**What to produce**:
Number of lines below with the word "buttons": state it and write nothing more.

++++++

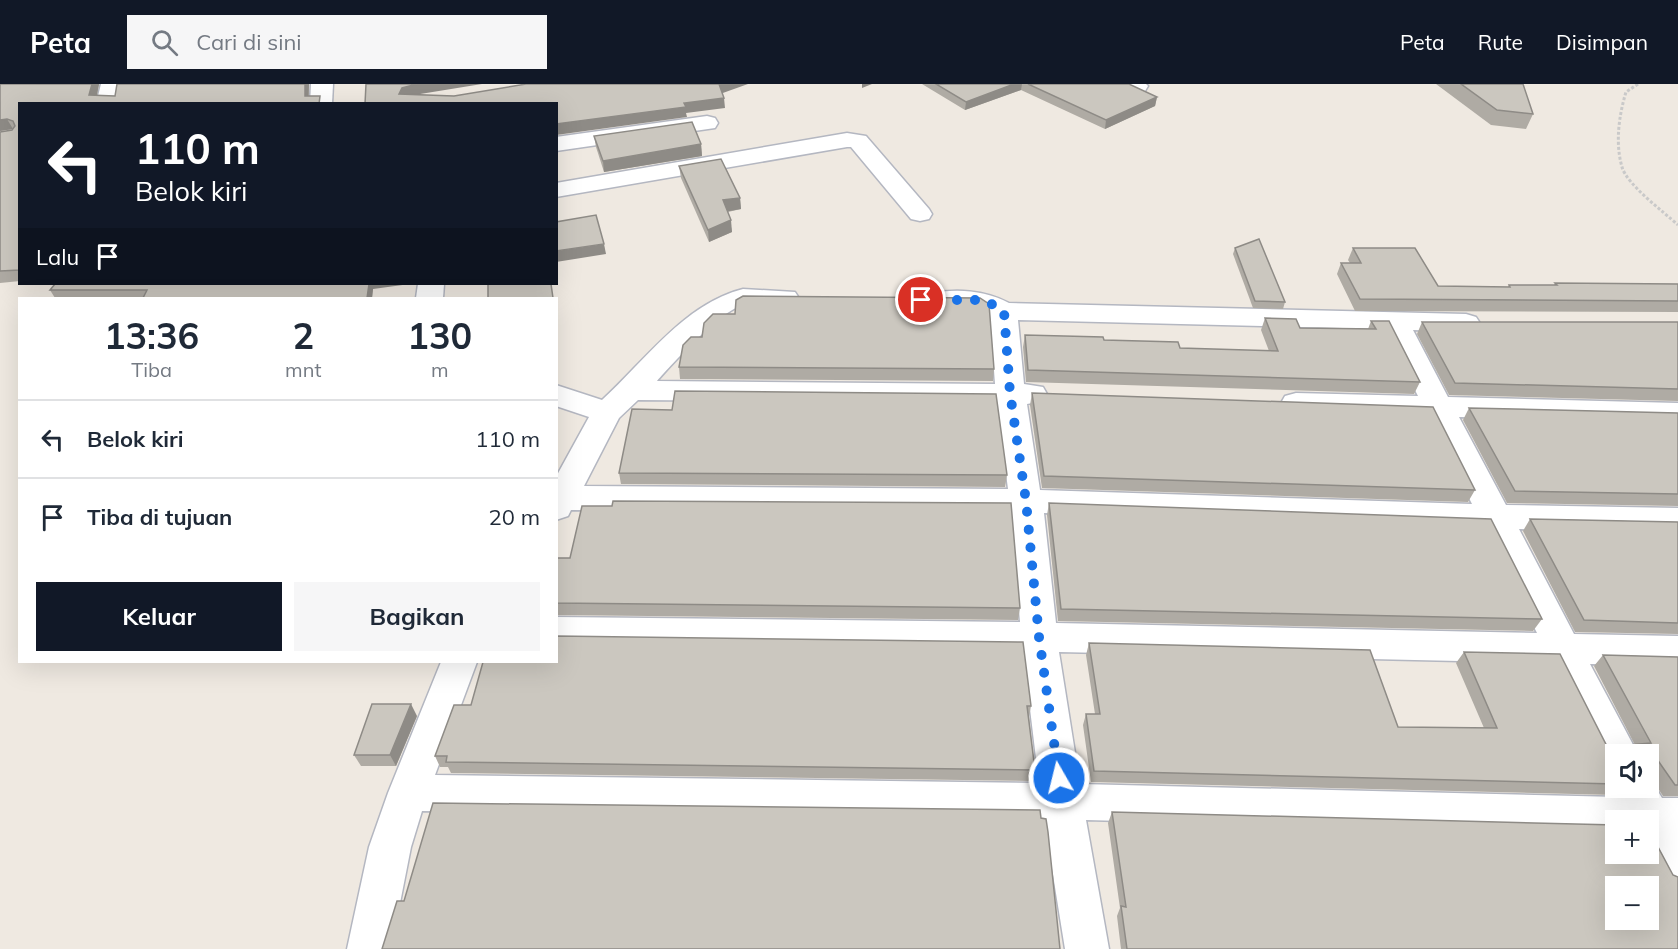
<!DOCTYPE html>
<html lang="id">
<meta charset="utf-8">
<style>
body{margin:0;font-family:Mulish,sans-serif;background:#f6f6f7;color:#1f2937;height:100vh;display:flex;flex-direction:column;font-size:22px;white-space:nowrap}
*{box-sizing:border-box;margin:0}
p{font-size:20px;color:#747a83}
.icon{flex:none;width:33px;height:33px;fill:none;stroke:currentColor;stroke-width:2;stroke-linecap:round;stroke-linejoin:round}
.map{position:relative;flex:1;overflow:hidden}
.sheet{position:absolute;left:18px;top:213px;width:540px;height:366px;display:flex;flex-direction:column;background:#fff;border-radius:0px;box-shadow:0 6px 24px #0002}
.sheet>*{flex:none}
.hud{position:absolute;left:18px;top:18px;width:540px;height:183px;border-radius:0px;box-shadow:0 6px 24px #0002;background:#111827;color:#fff;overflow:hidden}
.buttons{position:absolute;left:1605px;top:660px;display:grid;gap:12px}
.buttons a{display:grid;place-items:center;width:54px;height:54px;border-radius:0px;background:#fff;box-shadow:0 6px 24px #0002;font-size:30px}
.pin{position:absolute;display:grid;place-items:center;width:51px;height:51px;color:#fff;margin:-26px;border:3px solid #fff;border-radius:50%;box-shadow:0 2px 6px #0007}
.me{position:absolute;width:66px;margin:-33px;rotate:352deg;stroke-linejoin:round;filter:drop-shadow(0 0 4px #0008)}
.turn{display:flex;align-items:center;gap:21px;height:126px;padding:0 18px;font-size:27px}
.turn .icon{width:78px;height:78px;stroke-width:2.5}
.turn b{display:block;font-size:42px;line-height:51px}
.then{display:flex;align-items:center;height:57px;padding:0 18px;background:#0003;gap:12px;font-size:22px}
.eta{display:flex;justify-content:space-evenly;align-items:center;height:102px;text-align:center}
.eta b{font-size:36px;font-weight:700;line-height:42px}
.button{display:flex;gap:12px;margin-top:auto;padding:12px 18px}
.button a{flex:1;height:69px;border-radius:0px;background:#111827;color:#fff;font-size:24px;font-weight:700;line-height:69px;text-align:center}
.button a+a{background:#f6f6f7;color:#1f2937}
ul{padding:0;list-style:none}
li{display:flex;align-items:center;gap:18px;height:78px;padding:0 18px;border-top:2px solid #e0e1e3}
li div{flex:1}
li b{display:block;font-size:22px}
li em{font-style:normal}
header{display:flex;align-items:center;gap:36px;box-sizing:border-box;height:84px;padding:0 30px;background:#111827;color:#fff}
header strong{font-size:28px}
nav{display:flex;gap:33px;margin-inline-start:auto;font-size:21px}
.search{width:420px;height:54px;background:#f6f6f7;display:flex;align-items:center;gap:15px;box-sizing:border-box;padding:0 21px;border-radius:0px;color:#747a83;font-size:22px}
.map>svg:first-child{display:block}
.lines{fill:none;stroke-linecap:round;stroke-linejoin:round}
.street-casing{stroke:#b4b7c1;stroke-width:3}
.path{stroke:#c9c9c9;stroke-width:3;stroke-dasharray:3 2;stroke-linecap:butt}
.street{fill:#fff;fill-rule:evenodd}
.wall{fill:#afaba4;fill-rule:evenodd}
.shaded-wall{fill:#8e8b86}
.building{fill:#cbc7bf;stroke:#8e8b86;stroke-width:1.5;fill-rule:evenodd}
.route{stroke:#1a73e8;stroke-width:10;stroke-dasharray:0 18}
</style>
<header>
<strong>Peta</strong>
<div class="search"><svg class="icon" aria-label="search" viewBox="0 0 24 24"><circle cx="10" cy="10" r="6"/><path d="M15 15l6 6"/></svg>Cari di sini</div>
<nav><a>Peta</a><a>Rute</a><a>Disimpan</a></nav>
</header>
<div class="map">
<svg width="1678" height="865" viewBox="0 0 1678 865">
<rect width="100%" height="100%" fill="#efe9e1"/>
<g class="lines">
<!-- street casing -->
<g class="street-casing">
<g id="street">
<path d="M101 0H123L118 20H96Z"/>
<path d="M311 0H333L332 20H310Z"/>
<path d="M1121 0H1146L1148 2 1145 7C1136 9 1127 8 1121 0Z"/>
<path d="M707 32 715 34 718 39 715 44 556 67V53Z"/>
<path d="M847 49 866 52 929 125 932 130 929 135 920 137 911 135 851 63H847L556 113V99Z"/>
<path d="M418 200H444L443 214H416Z"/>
<path d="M743 205 795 208 799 214 795 220C778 224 761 219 744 221 723 224 672 280 657 297L995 300 990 231C971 220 950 227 928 222L924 216 928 210C955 204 985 206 1009 219L1466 230 1476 233 1480 239 1476 245 1466 248 1413 246 1448 313 1678 319V339L1459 333 1506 421 1678 424V448L1519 445 1574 550 1678 552V582L1590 580 1638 670H1616V686L1604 682 1552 579 1059 568 1080 700 1619 713 1615 704 1616 703 1648 704V691L1662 714H1678V806L1663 800 1647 770 1648 736H1616V750L1086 736 1109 865H1065L1044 735 422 727 411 763 391 865H347L369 763 388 709 441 578H477L435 691 1039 699 1023 567 556 561V533L1020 538 1011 429 571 426 568 432 556 436V393L589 333 556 322V301L602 316C645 277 684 220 743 205ZM1018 236 1384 245 1418 312 1296 309 1285 312 1281 319 1285 326 1296 329 1428 332 1472 420 1040 406 1027 320 1043 317 1047 310 1043 303 1024 300ZM638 316 997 319 1008 405 584 402 619 334ZM1044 429 1485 445 1537 549 1056 539Z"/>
</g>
</g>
<!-- path -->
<path class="path" d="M1638 0 1626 8C1619 31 1615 59 1622 83 1627 101 1664 128 1678 141"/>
<!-- street -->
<use href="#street" class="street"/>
</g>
<!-- wall -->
<g class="wall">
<path d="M0 0H99L97 12H115L117 0H309V12L20 20V197L0 199V48L12 46 13 45 0 47Z"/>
<path d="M922 0H1129L1157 13 1155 22 1105 45 1021 6 965 26Z"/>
<path d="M1436 0H1523L1533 30 1526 45 1491 41Z"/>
<path d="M594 52 701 60 702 72 604 88 596 63Z"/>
<path d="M679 82 740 114 741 125 728 128 732 148 709 158 681 94Z"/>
<path d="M1235 164 1285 218 1283 225 1253 224 1233 170Z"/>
<path d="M1353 164 1438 202 1508 203 1509 201H1554L1555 199 1678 200V228L1355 227 1337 190 1341 179H1350L1348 176Z"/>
<path d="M373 205 372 214H55L50 206Z"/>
<path d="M1265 234 1300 244 1368 245 1371 237 1420 298 1414 310 1026 298 1023 263 1025 251 1104 256 1180 264 1269 267 1261 246Z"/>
<path d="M1422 238H1678V317L1449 311 1417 250Z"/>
<path d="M679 283 994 285 993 297 680 295Z"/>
<path d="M1032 309 1475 406 1468 418 1042 404 1030 321Z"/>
<path d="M1469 324 1678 329V422L1507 419 1463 336Z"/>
<path d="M672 326 1007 391 1005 403 621 400 619 389Z"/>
<path d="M1049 419 1542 535 1533 547 1058 537 1047 431Z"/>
<path d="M1530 435 1678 438V550L1575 548 1523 447Z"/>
<path d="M556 474 1020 524 1018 536 556 531Z"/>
<path d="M1089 559 1398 643 1484 644 1456 579 1464 568 1612 672 1616 673V704H1623L1616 711 1091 698 1083 641 1086 630H1095L1086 571Z"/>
<path d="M1603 571 1678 573V712H1663L1652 695 1648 699V670H1620L1629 661H1635L1594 582Z"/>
<path d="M471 621 1031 622 1029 633 1035 686 1032 697 451 689 448 683H440L435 672Z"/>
<path d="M417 632 396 682H361L354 671Z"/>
<path d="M1112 728 1616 741V770H1648V736H1620L1629 728H1657V761L1673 791 1678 793V865H1121L1117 832 1120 824 1108 739ZM1616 802H1648V836H1616Z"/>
</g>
<!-- shaded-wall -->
<g class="shaded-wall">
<path d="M92 0H99L95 20 89 11Z"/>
<path d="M305 0H309L308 20 305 12Z"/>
<path d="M417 0H482L414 11 399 10 402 4Z"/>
<path d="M719 0H748L720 10Z"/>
<path d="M862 0H872L862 4Z"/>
<path d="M1014 0H1022L1021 6 965 26 966 18Z"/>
<path d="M1157 13 1155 22 1105 45 1106 36Z"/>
<path d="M724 14 725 24 686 29 687 33 556 51V40L684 19Z"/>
<path d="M7 35 13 45 0 47V36Z"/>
<path d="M701 60 702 72 604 88 603 77Z"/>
<path d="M740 114 741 125 724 128 723 116Z"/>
<path d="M731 136 732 148 709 158 708 146Z"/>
<path d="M604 160 606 170 556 178V167Z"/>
<path d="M369 200H410L373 205 372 214H367Z"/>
<path d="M411 620 417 632 396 682 390 671Z"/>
</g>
<!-- building -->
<g class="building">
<path d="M0 0H92L89 11 115 12 117 0H305V12H320L319 20H20V186L0 187V48L12 46 15 42 13 37 7 35 0 36Z"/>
<path d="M366 0H417L402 4 399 10 454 12 526 0H719L724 14 684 19 686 23 556 40V20H365Z"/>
<path d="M936 0H1014L966 18Z"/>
<path d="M1028 0H1129L1157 13 1106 36Z"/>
<path d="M1461 0H1523L1533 30 1497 26Z"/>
<path d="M692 38 701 60 603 77 594 52Z"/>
<path d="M721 75 740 114 723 116 731 136 708 146 679 82Z"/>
<path d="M596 131 604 160 556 167V138Z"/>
<path d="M1259 155 1285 218 1255 217 1235 164Z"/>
<path d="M1353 164H1415L1438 202 1510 203 1509 201H1557L1555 199 1678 200V217L1360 215 1341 179H1361Z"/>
<path d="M55 200H369L367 214H143L147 206H50Z"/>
<path d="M488 200H551L553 214H488Z"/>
<path d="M743 212 980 214 989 220 994 285 679 283 683 261 691 253H702L704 239 713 230H735L736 216Z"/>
<path d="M1265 234 1296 235 1300 244 1376 245 1371 237H1389L1420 298 1028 286 1025 251 1103 253 1104 256 1178 258 1180 264 1278 267Z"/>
<path d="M1422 238H1678V305L1455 299Z"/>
<path d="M675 307 996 310 1007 391 619 389 632 325 672 326Z"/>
<path d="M1032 309 1433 323 1475 406 1044 392Z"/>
<path d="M1469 324 1678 329V410L1515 407Z"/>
<path d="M613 417 1011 419 1020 524 556 519V474H570L582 422H612Z"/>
<path d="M1049 419 1491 435 1542 535 1061 525Z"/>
<path d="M1530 435 1678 438V539L1584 536Z"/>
<path d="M556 552 1023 558 1031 622H1027L1035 686 446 678 447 672H435L454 621H471L483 578H556Z"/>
<path d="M1089 559 1370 566 1398 643 1497 644 1464 568 1560 570 1612 672 1616 673V700L1094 687 1086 630H1100Z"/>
<path d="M1603 571 1678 573V701H1675L1659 678 1657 680V691H1648V670H1628L1629 661 1651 659Z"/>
<path d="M372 620H411L390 671H354Z"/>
<path d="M433 719 1040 726 1041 734 1046 735 1048 748 1060 865H382L397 817H404Z"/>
<path d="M1112 728 1616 741V770H1648V736H1629V728H1657V761L1673 791 1678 793V865H1127L1121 822 1126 823ZM1616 802H1648V836H1616Z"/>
</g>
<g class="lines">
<!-- route -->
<path class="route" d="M921 216H984L1004 227 1010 309 1026 417 1039 553 1059 694"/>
</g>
</svg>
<div class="buttons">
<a><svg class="icon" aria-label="sound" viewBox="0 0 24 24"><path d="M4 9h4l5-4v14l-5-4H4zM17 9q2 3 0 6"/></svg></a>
<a>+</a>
<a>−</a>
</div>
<div class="pin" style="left:921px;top:216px;background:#d93025"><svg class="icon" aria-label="arrive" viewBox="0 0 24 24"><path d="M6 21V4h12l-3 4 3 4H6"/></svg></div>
<svg class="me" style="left:1059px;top:694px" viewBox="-20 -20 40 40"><circle r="17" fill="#1a73e8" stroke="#fff" stroke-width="3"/><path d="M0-11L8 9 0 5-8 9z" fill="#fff"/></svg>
<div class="hud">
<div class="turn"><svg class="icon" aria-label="left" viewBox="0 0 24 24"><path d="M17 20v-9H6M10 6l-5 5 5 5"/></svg><div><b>110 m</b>Belok kiri</div></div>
<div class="then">Lalu<svg class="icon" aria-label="arrive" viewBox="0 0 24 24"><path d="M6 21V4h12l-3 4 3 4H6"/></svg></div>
</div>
<section class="sheet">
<div class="eta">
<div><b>13:36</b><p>Tiba</p></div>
<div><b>2</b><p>mnt</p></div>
<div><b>130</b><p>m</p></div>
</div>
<ul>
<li><svg class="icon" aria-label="left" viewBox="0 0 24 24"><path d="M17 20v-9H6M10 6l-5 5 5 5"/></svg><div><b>Belok kiri</b></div><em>110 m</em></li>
<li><svg class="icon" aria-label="arrive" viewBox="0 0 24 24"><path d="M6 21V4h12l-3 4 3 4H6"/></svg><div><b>Tiba di tujuan</b></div><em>20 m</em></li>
</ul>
<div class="button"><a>Keluar</a><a>Bagikan</a></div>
</section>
</div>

++++++

**Answer box**:
3